■ What you are asked to do
Below are some records; retype all of them exactly.
|---|
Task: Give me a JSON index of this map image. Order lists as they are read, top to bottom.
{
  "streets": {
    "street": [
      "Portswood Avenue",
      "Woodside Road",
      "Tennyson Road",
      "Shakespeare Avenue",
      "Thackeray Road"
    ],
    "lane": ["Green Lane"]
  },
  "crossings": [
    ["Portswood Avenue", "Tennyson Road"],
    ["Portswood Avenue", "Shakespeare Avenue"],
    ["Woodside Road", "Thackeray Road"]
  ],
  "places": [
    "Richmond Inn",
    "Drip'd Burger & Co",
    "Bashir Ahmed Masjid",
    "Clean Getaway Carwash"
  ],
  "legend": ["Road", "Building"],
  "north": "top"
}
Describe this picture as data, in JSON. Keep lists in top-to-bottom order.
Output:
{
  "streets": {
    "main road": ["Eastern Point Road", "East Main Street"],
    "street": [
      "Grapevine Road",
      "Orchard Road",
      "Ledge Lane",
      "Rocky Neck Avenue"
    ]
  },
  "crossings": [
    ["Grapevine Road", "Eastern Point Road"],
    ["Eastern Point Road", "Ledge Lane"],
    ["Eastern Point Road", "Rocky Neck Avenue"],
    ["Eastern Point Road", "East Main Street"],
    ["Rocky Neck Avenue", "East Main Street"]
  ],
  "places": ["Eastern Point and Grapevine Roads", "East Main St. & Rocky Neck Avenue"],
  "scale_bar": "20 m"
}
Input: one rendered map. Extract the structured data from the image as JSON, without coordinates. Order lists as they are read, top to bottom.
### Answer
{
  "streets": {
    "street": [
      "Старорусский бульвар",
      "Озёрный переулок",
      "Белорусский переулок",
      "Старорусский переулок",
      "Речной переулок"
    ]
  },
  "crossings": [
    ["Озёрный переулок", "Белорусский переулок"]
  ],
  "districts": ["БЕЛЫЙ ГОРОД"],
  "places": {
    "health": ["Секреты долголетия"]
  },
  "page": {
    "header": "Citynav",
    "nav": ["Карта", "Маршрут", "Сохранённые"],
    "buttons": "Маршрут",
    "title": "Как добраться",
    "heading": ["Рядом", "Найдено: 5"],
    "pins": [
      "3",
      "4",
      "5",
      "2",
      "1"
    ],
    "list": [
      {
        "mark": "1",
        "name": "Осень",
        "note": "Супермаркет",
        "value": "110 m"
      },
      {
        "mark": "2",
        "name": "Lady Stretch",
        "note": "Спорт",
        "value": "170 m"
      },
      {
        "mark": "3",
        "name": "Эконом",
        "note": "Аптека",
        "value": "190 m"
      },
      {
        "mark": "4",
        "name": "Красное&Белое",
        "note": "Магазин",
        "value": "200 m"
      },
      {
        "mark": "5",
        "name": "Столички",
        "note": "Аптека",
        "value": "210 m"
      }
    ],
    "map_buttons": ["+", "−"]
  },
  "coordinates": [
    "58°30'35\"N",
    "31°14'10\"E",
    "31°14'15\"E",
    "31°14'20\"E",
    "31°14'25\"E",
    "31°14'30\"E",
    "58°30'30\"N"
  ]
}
|---|
■ Solution below
Task: Give me a JSON index of this map image. Order lists as they are read, top to bottom.
{
  "streets": {
    "street": [
      "Portswood Avenue",
      "Woodside Road",
      "Tennyson Road",
      "Shakespeare Avenue",
      "Thackeray Road"
    ],
    "lane": ["Green Lane"]
  },
  "crossings": [
    ["Portswood Avenue", "Tennyson Road"],
    ["Portswood Avenue", "Shakespeare Avenue"],
    ["Woodside Road", "Thackeray Road"]
  ],
  "places": [
    "Richmond Inn",
    "Drip'd Burger & Co",
    "Bashir Ahmed Masjid",
    "Clean Getaway Carwash"
  ],
  "legend": ["Road", "Building"],
  "north": "top"
}
Describe this picture as data, in JSON. Keep lists in top-to-bottom order.
Output:
{
  "streets": {
    "main road": ["Eastern Point Road", "East Main Street"],
    "street": [
      "Grapevine Road",
      "Orchard Road",
      "Ledge Lane",
      "Rocky Neck Avenue"
    ]
  },
  "crossings": [
    ["Grapevine Road", "Eastern Point Road"],
    ["Eastern Point Road", "Ledge Lane"],
    ["Eastern Point Road", "Rocky Neck Avenue"],
    ["Eastern Point Road", "East Main Street"],
    ["Rocky Neck Avenue", "East Main Street"]
  ],
  "places": ["Eastern Point and Grapevine Roads", "East Main St. & Rocky Neck Avenue"],
  "scale_bar": "20 m"
}
Input: one rendered map. Extract the structured data from the image as JSON, without coordinates. Order lists as they are read, top to bottom.
### Answer
{
  "streets": {
    "street": [
      "Старорусский бульвар",
      "Озёрный переулок",
      "Белорусский переулок",
      "Старорусский переулок",
      "Речной переулок"
    ]
  },
  "crossings": [
    ["Озёрный переулок", "Белорусский переулок"]
  ],
  "districts": ["БЕЛЫЙ ГОРОД"],
  "places": {
    "health": ["Секреты долголетия"]
  },
  "page": {
    "header": "Citynav",
    "nav": ["Карта", "Маршрут", "Сохранённые"],
    "buttons": "Маршрут",
    "title": "Как добраться",
    "heading": ["Рядом", "Найдено: 5"],
    "pins": [
      "3",
      "4",
      "5",
      "2",
      "1"
    ],
    "list": [
      {
        "mark": "1",
        "name": "Осень",
        "note": "Супермаркет",
        "value": "110 m"
      },
      {
        "mark": "2",
        "name": "Lady Stretch",
        "note": "Спорт",
        "value": "170 m"
      },
      {
        "mark": "3",
        "name": "Эконом",
        "note": "Аптека",
        "value": "190 m"
      },
      {
        "mark": "4",
        "name": "Красное&Белое",
        "note": "Магазин",
        "value": "200 m"
      },
      {
        "mark": "5",
        "name": "Столички",
        "note": "Аптека",
        "value": "210 m"
      }
    ],
    "map_buttons": ["+", "−"]
  },
  "coordinates": [
    "58°30'35\"N",
    "31°14'10\"E",
    "31°14'15\"E",
    "31°14'20\"E",
    "31°14'25\"E",
    "31°14'30\"E",
    "58°30'30\"N"
  ]
}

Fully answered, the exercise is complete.